Playwright Talene Monahon strives for yuks, too, in one other comedy with theatrical roots. “Jane Anger,” at Shakespeare Theatre Firm’s Klein Theatre, is about in 1606 within the London digs of Shakespeare himself. As performed by Michael Urie, a pure farceur if there ever was one, Will is affected by author’s block and contemplating lifting the plot and characters of an extant drama, one “King Leir,” to get again on observe. (His brainstorm being to vary “ei” within the title to “ea.”)
However underneath Jess Chayes’s route, the uneven play solely evinces laughs of the extra strained selection. There’s a scattershot high quality to the gibes and inadequate growth of its central thought, that of a lady aspiring to the life and renown of a dramatist. The lady is that this case is Amelia Workman’s Jane, who drops in to Will’s flat looking for his formal endorsement of her personal writing profession. He’s too consumed with self-importance to pay a lot discover: Kristen Robinson’s set is dominated by a portray of Urie so monumental it in all probability could possibly be seen from the opposite aspect of the Thames.
Ryan Spahn is readily available as a fawning drifter looking for employment, and Monahon seems as Shakespeare’s partner, Anne Hathaway, who’s traveled from Stratford-upon-Avon to inquire as to why her husband by no means comes residence. Urie’s patented drollness is the one estimable glue right here, in a satire that too typically lands with a Jacobean thud.
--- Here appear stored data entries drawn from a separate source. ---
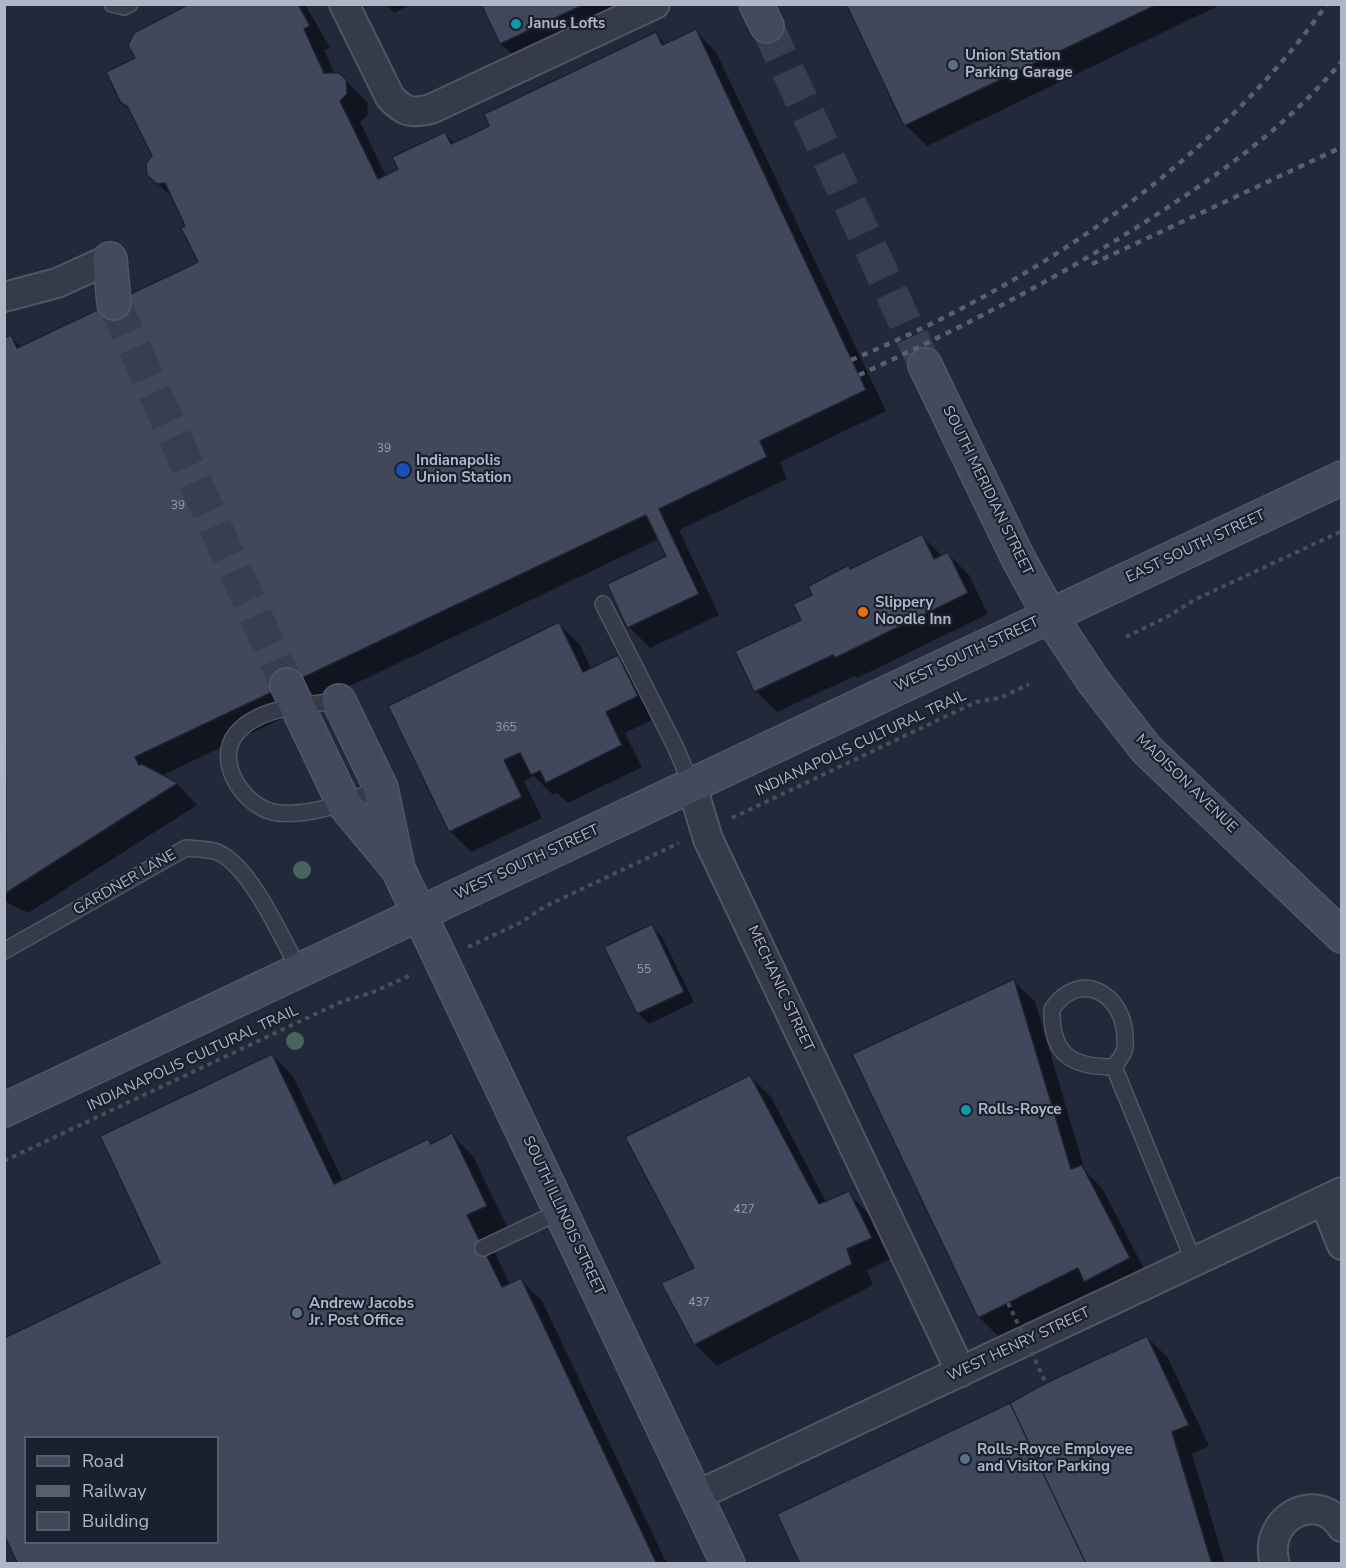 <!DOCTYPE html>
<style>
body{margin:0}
#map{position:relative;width:1346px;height:1568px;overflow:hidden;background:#22293a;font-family:"Nunito Sans",sans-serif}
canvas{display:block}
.frame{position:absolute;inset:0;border:6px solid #b1b6c6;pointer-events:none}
.legend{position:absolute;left:24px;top:1436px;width:195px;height:108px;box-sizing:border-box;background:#1b202f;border:2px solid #575c6b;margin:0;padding:8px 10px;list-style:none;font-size:18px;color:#b1b6c6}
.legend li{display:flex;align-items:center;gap:12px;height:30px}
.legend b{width:30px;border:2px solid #575c6b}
</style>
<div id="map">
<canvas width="1346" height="1568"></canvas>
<div class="frame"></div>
<ul class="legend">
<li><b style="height:8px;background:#444a5d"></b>Road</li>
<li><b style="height:8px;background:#585f71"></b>Railway</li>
<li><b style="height:16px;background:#41485c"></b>Building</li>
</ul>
</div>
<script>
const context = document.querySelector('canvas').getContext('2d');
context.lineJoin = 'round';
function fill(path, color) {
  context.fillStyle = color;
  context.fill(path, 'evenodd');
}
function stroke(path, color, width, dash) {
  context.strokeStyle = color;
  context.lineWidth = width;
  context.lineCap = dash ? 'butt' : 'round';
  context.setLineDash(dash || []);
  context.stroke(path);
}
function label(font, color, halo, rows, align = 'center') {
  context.font = font + ' "Nunito Sans",sans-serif';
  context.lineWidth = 4.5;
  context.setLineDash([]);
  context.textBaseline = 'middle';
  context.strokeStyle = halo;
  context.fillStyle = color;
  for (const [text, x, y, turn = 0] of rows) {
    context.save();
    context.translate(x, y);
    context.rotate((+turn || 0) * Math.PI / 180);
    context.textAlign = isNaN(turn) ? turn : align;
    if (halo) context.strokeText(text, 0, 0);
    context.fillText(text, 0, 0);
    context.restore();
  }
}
fill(new Path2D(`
 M193 4H305L330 48 324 50 335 74 345 80 367 102 368 115 360 122 386 176 399 170 445 134 455 144 491 126 656 34 666 45 695 31 716 52 886 411 780 462 787 479 679 530 719 615 650 648 629 627 668 557 659 539 161 776 177 784 197 805 28 913 4 901V340L11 337 21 347 200 263 175 200 148 175 154 156 132 113 122 102 137 58Z
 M386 4H412L394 13Z
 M483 4H618L608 9 619 33 531 73 501 44Z
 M848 4H1222L927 146 906 125Z
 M922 536 942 556 948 554 969 575 988 614 857 678 855 676 777 712 756 691 803 621 815 596 848 567 851 570Z
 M559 624 580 645 592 670 617 657 638 678 658 717 625 733 642 767 568 803 557 793 553 795 534 776 524 781 542 818 471 852 450 831Z
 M651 926 662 937 694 1002 649 1024 638 1013 606 948Z
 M1014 981 1035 1002 1085 1171 1102 1188 1150 1280 1107 1302 1095 1290 1000 1338 979 1317Z
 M272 1055 293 1076 343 1181 428 1141 432 1145 452 1135 473 1156 507 1227 487 1236 503 1270 510 1285 521 1280 542 1301 667 1564H20L4 1339 162 1264ZM26 1438H218V1542H26Z
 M750 1076 771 1097 826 1202 848 1193 869 1214 891 1259 867 1270 873 1285 717 1366 696 1345 663 1284 696 1268Z
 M1147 1337 1168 1358 1209 1446 1192 1454 1225 1564H802Z`), '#0007');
const building = new Path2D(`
 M189 4H298L310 26 304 29 324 73H339L346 79 347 94 340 101 378 179 398 169 392 157 445 132 451 144 489 126 484 114 656 32 662 45 696 29 866 390 760 441 767 457 659 509 699 594 627 628 607 584 666 556 646 515 135 757 139 765 142 764 178 783 6 893 4 338 11 335 17 348 198 262 181 228 185 226 165 183 157 184 147 175 146 163 152 156 127 106 121 103 106 72 135 58 128 45 134 33Z
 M481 4H585L500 44Z
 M846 4H1158L904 126Z
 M922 534 934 559 948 552 968 593 835 658 833 655 754 692 735 651 801 620 793 604 812 595 808 586 849 565 850 569Z
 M559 622 583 672 618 655 638 696 606 712 622 745 546 783 540 771 531 775 520 753 504 760 522 797 449 832 388 706Z
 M652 924 684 992 637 1014 604 947Z
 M1014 979 1071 1169 1082 1165 1130 1258 1084 1282 1078 1268 978 1318 852 1054Z
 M272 1054 334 1184 428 1139 431 1144 452 1133 487 1206 467 1215 483 1248 502 1287 521 1278 657 1564H18L4 1535V1338L160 1263 100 1136ZM26 1438H218V1542H26Z
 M750 1075 819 1204 849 1191 872 1238 847 1249 852 1264 694 1345 661 1283 694 1268 625 1137Z
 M1147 1336 1189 1425 1172 1432 1212 1564H1086L1010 1403 1046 1383Z
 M1010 1403 1086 1564H800L777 1514Z`);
fill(building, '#41485c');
stroke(building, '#1d2231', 1.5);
stroke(new Path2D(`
 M767 26 925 365
 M114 303 287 685`), '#373e4f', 33, [33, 16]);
const service = new Path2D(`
 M112 4 124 7 130 4
 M603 604 675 746 692 786
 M339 701C307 705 259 706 236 734 213 763 247 811 279 813 314 816 350 801 381 788
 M4 951 186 848C195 849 205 849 214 851 248 860 283 940 299 970
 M1114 1067C1071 1067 1051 1055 1052 1009 1080 968 1124 994 1125 1037 1125 1042 1126 1047 1124 1051 1122 1057 1117 1062 1114 1067L1194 1262
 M483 1248 561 1211`);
const minor = new Path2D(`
 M344 4 390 97C404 112 411 114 431 109L655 4
 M4 297 57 283 110 259
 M692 786 708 839 961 1372
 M1324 1201 1342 1245
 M696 1496 1342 1192
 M1275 1564C1261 1519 1317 1488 1342 1527`);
const secondary = new Path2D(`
 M756 4 767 26
 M110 259 114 303
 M925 365 1018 558 1050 616 1094 682 1146 749 1342 936
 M287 685 344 804 398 869 728 1564
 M339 701 381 788 397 864
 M4 1110 1342 478`);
stroke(service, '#515665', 18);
stroke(minor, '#515665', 32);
stroke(secondary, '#515665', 36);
stroke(new Path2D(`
 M1126 637 1167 617 1194 600 1342 531
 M732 818 976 702 1000 698 1029 684
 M468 947 520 923 544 907 679 843
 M4 1161 343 1001 371 993 413 974`), '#425258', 4, [4.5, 4.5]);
stroke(service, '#363b4a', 15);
stroke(minor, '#363b4a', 28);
stroke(secondary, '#444a5d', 33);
stroke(new Path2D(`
 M1092 264 1342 147
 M851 360C1031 286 1214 164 1327 4
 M859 375C957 330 1053 281 1145 222 1217 176 1286 128 1342 61`), '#585f71', 4.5, [6, 6]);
stroke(new Path2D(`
 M1008 1303 1046 1383`), '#425258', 4, [4.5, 4.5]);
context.fillStyle = '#48655d';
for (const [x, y] of [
 [302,870],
 [295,1041]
]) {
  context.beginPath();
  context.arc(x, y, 9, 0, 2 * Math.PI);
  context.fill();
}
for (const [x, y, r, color] of [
 [516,24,6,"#0f9aa8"],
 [953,65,6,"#5c6f8a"],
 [403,470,8,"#1a4fb4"],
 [863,612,6,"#e8710a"],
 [966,1110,6,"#0f9aa8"],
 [297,1313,6,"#5c6f8a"],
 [965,1459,6,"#5c6f8a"]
]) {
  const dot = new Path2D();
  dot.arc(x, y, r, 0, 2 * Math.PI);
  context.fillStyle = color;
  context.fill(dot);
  stroke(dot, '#1b202f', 2);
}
label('12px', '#959aac', null, [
 ["39",384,449],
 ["39",178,506],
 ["365",506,728],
 ["55",644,970],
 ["427",744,1210],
 ["437",699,1303]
]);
label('bold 15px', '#b1b6c6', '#1b202f', [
 ["Janus Lofts",528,24],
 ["Union Station",965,56],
 ["Parking Garage",965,73],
 ["Indianapolis",416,461],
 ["Union Station",416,478],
 ["Slippery",875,603],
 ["Noodle Inn",875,620],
 ["Rolls-Royce",978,1110],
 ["Andrew Jacobs",309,1304],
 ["Jr. Post Office",309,1321],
 ["Rolls-Royce Employee",977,1450],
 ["and Visitor Parking",977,1467]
], 'left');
label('15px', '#b1b6c6', '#1b202f', [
 ["SOUTH MERIDIAN STREET",987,491,64],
 ["EAST SOUTH STREET",1196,547,-25],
 ["WEST SOUTH STREET",967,655,-25],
 ["INDIANAPOLIS CULTURAL TRAIL",861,744,-25],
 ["MADISON AVENUE",1186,784,44],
 ["WEST SOUTH STREET",527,863,-25],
 ["GARDNER LANE",125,883,-30],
 ["MECHANIC STREET",780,989,65],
 ["INDIANAPOLIS CULTURAL TRAIL",193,1059,-25],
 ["SOUTH ILLINOIS STREET",563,1216,65],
 ["WEST HENRY STREET",1019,1345,-25]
]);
</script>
Which Solution to the Stage?, by Ana Nogueira. Directed by Ethan Heard. Set, Richard Ouellette; costumes, Frank Labovitz; lighting, Jesse Belsky; sound, Uptownworks: Noel Nichols, Bailey Trierweiler and Daniela Hart. About two hours. By Jan. 22 at Signature Theatre, 4200 Campbell Ave., Arlington. sigtheatre.org.
Jane Anger, by Talene Monahon. Directed by Jess Chayes. Set, Kristen Robinson; costumes, Andrea Hood; lighting, Stacey Derosier; music and sound, Lindsay Jones. With Geoffrey Besser. About 95 minutes. By Jan. 8 at Klein Theatre, 450 seventh St. NW. shakespearetheatre.org.